OP, it wasn't over Christmas, but my mother once invited herself to a very meaningful, once in a lifetime, and extremely traumatic event, to stay with us. I had never once told my 'mother' no.
But I took one look at my poor, nigh on broken, husband and children's faces when they heard the news, and rang my mother up, and said, 'I'm really sorry, but we can't have you here for this, you are not invited, and you are sadly not welcome, for this time.'
Fall out? Boy howdy, the tears, the anger, the histrionics, and then, the silence. Two blessed weeks of silence when she wasn't talking to me. After that, because I'd been unmovable, she rang, and said she'd decided 'this had gone on long enough'. I think she realised that she was gonna have to do the ringing, because for once, I wasn't going to do the crumbling and crawling.

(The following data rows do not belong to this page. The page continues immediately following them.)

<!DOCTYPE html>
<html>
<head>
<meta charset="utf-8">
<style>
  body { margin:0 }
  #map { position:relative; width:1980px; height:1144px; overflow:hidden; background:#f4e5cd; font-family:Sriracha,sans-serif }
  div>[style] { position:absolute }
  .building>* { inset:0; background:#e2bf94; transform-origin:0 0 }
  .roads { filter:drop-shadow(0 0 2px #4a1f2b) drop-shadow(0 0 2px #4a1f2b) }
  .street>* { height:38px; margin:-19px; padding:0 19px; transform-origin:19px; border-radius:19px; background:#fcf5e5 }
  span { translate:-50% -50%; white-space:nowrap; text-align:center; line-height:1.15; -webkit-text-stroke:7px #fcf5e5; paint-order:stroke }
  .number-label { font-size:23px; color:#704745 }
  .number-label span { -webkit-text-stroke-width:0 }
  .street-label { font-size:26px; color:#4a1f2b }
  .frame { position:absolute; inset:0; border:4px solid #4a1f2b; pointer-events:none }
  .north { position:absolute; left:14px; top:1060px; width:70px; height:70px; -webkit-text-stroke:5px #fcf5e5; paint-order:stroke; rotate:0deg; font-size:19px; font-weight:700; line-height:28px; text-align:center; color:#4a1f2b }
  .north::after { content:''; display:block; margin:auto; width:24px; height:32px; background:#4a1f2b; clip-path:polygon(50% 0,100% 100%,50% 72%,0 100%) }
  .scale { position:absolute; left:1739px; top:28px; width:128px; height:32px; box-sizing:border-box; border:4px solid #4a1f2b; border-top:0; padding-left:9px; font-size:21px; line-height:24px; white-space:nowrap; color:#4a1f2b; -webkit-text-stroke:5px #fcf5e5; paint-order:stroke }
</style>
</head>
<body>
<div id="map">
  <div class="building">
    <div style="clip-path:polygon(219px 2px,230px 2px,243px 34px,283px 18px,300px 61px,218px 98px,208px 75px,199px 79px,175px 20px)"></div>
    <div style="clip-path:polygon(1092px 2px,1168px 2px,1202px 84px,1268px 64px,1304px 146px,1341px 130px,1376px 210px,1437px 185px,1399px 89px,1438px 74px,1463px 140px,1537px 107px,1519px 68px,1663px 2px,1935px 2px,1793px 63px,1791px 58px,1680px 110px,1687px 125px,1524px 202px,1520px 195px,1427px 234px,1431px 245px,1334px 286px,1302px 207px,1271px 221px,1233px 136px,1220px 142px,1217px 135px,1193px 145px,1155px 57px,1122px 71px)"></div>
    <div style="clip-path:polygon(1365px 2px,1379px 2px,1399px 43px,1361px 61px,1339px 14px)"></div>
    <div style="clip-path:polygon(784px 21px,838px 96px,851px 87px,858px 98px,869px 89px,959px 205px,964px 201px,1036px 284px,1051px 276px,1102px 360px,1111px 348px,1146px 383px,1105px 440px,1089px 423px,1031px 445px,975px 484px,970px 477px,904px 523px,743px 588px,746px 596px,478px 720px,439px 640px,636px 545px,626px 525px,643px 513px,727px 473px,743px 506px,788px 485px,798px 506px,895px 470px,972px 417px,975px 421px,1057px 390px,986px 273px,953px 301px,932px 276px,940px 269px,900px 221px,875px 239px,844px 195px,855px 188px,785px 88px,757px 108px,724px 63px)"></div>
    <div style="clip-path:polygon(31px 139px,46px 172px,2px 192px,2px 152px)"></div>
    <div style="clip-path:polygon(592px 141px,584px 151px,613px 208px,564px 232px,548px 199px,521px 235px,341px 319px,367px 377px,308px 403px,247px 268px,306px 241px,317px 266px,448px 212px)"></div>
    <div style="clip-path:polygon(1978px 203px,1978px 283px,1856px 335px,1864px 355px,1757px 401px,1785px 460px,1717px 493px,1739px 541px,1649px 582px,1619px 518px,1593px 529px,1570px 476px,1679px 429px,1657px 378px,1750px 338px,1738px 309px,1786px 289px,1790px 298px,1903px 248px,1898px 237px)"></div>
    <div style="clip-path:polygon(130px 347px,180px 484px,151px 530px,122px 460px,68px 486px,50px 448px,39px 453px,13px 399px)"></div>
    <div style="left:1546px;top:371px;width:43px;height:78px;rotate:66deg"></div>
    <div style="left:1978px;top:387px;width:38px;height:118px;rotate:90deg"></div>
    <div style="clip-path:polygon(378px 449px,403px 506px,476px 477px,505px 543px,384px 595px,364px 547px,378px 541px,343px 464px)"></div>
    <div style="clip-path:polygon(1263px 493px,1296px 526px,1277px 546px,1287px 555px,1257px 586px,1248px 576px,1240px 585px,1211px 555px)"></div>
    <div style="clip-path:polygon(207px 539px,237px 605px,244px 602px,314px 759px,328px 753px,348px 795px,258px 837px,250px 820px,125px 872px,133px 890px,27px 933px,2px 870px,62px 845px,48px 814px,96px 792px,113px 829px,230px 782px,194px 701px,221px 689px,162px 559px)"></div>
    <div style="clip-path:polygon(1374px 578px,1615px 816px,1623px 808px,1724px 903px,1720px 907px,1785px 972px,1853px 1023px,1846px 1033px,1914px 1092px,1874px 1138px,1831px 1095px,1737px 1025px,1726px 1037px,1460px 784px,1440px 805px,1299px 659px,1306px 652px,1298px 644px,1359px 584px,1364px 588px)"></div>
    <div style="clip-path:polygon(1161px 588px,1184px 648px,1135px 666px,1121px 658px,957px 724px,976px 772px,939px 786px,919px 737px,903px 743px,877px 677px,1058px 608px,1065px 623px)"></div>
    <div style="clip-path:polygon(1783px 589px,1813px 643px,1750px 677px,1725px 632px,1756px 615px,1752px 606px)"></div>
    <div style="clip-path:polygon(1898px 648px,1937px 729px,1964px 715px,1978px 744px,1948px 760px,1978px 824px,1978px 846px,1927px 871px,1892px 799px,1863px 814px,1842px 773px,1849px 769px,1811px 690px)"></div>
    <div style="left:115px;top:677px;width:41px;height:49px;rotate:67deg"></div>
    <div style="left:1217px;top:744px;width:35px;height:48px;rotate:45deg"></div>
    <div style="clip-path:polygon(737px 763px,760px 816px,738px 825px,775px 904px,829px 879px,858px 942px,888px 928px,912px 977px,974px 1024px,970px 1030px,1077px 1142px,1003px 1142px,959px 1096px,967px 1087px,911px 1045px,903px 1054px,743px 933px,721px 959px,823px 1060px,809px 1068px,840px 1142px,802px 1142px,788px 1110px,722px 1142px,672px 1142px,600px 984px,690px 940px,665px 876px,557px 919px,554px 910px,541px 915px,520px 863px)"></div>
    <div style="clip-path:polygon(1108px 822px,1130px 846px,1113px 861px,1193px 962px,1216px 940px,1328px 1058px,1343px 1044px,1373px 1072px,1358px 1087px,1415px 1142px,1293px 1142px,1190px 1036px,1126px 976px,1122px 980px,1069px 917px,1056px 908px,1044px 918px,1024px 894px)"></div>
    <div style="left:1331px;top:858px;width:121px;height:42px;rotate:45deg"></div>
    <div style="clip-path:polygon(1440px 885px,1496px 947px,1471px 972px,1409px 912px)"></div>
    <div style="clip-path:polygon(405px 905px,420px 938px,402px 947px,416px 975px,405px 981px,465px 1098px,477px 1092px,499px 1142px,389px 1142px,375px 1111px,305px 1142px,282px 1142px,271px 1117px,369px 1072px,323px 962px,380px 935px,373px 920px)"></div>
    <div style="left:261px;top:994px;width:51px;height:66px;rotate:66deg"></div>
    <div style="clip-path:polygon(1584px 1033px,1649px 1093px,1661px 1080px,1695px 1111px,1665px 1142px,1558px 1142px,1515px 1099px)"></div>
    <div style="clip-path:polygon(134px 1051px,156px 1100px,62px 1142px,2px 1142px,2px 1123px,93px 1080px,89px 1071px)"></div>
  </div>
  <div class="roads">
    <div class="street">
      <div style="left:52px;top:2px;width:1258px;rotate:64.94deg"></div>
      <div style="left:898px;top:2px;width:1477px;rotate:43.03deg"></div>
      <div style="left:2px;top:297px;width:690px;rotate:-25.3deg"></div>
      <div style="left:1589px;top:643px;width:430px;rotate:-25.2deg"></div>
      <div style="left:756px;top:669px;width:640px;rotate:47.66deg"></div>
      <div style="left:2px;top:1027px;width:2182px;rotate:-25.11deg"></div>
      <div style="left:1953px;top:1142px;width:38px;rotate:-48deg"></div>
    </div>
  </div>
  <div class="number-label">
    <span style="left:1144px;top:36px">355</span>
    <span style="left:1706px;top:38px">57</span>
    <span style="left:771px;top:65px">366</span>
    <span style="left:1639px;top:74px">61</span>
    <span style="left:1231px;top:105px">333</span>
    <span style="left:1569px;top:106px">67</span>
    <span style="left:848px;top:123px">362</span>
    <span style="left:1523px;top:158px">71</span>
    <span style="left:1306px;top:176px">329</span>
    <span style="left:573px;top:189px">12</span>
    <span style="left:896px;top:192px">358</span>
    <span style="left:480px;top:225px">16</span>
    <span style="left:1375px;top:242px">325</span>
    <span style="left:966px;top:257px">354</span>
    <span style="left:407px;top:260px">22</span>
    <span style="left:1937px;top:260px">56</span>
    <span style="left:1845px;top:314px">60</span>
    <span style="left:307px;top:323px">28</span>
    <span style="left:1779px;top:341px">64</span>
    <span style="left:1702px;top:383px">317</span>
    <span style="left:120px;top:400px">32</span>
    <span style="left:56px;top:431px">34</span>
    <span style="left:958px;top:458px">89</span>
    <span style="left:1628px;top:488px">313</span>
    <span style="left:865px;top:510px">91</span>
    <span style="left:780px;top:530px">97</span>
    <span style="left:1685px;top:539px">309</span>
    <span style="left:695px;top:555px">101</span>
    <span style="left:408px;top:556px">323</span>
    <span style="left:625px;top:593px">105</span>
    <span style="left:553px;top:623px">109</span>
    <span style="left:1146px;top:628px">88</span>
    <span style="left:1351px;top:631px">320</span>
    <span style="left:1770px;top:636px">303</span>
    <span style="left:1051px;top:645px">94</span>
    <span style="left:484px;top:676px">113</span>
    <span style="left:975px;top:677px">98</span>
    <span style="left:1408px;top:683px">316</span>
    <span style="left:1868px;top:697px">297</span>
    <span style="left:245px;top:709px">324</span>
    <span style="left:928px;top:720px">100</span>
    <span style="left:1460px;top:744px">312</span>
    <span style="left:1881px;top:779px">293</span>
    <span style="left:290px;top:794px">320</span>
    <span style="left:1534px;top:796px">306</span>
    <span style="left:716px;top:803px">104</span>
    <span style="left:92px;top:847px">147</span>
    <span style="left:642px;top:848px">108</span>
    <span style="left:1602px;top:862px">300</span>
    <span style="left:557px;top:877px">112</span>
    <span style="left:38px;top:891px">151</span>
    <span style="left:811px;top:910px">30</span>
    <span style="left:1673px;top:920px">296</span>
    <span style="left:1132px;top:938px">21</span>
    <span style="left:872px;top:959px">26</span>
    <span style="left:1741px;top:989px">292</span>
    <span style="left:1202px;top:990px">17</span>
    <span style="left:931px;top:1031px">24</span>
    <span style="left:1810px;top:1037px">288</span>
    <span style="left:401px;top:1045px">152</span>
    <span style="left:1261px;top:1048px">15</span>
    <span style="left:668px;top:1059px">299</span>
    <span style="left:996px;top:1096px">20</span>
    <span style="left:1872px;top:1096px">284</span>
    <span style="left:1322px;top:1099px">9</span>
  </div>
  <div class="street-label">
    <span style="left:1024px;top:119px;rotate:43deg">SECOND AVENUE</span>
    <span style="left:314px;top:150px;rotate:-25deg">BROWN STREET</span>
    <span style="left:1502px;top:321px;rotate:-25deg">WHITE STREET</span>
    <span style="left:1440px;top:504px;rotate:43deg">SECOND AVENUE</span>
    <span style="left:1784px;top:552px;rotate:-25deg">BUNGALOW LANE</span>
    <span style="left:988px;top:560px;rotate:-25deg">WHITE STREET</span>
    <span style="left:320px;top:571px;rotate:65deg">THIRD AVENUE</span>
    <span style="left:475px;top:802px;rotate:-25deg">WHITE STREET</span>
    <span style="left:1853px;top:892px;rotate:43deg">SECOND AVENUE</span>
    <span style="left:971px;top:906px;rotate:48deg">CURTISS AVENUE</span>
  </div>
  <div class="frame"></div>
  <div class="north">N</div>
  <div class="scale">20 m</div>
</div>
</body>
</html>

Now, she's a bit more used to the notion that she needs to ask, rather than demand, because a 'no' is more than a theoretical possibility. Go for it. Seize the fish? What is the worst, really, that can happen?
If the palpitations, vapours, tears and smelling salts fail to impress, what is the worst they can do?
Or alternatively, do what my sister did with her husband, who actively seeks to make Christmas miserable for everyone, tell him exactly what it is that he does that pisses you off, and tell them they are on notice NOT to do that this Christmas, or it will be cut short, and be the last Christmas you host them. And mean it.